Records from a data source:
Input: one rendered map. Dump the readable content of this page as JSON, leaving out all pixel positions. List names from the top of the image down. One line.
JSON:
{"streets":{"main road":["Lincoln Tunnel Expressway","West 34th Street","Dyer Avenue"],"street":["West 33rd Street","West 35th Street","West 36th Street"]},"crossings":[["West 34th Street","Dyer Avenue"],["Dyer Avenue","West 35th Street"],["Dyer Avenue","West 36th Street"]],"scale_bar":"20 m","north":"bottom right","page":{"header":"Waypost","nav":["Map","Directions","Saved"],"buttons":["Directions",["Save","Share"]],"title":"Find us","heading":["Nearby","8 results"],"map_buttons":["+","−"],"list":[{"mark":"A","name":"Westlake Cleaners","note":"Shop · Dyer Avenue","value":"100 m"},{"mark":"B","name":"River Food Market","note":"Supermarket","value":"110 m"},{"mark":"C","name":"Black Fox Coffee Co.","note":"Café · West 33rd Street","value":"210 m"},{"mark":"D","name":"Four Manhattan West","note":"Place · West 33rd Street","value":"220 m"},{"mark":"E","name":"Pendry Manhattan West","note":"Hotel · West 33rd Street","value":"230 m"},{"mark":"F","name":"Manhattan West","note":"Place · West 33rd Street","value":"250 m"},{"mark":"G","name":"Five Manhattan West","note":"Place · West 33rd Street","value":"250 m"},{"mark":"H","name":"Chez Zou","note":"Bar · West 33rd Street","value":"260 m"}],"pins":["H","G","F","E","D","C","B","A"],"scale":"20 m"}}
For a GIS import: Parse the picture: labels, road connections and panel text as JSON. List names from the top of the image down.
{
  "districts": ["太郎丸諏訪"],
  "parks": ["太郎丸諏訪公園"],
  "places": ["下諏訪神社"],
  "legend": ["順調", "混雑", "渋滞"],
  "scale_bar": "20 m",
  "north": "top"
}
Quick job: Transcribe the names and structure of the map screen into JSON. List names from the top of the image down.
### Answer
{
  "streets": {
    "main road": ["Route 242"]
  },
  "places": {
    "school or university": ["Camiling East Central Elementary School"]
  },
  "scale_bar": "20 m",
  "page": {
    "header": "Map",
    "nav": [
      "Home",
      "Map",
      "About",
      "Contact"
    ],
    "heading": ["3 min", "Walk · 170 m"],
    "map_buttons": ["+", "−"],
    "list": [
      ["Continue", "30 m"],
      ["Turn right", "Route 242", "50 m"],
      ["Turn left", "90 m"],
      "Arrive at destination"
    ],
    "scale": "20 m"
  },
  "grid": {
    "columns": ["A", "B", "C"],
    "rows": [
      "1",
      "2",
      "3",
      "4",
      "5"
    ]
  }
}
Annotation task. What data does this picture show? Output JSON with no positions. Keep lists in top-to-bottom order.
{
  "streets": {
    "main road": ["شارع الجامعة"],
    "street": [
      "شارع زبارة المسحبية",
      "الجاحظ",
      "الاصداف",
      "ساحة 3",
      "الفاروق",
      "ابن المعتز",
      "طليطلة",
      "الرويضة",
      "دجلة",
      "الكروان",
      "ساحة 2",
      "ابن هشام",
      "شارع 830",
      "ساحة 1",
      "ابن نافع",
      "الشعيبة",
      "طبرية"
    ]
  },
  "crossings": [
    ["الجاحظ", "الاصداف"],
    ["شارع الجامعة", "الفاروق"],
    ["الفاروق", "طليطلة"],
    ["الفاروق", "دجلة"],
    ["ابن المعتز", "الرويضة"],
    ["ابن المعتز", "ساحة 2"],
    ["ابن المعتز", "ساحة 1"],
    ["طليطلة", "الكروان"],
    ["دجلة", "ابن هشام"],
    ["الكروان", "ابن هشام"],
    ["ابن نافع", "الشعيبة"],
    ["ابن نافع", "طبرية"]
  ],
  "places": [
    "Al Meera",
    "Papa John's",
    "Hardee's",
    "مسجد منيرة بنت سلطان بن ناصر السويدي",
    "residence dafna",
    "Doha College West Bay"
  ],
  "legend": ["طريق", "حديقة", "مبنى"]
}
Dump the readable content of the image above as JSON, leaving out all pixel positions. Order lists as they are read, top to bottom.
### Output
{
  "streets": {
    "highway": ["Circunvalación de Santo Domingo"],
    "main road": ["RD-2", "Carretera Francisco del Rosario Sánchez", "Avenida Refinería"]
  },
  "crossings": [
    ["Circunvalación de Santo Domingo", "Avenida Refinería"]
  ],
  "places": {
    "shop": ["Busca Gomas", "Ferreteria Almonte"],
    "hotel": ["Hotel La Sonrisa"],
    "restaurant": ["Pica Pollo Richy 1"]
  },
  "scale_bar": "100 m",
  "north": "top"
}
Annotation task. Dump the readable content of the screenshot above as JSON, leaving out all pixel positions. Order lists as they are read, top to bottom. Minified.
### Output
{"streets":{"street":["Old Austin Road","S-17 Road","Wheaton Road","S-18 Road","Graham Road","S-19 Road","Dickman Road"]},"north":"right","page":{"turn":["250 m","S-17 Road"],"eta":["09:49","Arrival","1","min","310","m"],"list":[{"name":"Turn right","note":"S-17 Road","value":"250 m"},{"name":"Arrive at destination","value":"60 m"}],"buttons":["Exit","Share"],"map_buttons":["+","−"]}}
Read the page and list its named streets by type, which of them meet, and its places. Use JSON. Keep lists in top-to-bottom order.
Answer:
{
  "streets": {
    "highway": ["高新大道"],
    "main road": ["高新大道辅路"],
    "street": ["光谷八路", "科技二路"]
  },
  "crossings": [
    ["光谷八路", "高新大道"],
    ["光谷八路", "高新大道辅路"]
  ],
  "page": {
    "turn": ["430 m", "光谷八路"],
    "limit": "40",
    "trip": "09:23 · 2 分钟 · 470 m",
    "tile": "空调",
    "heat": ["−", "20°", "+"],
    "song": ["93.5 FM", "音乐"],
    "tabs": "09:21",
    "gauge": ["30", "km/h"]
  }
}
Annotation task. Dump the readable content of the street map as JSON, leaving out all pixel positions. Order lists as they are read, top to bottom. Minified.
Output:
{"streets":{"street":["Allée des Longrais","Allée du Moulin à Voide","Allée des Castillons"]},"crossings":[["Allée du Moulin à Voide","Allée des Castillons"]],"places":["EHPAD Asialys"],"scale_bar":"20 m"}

» Description of the task
Please show each line in the records above that contains "Minified".

» Answer for the task
Annotation task. Dump the readable content of the screenshot above as JSON, leaving out all pixel positions. Order lists as they are read, top to bottom. Minified.
Annotation task. Dump the readable content of the street map as JSON, leaving out all pixel positions. Order lists as they are read, top to bottom. Minified.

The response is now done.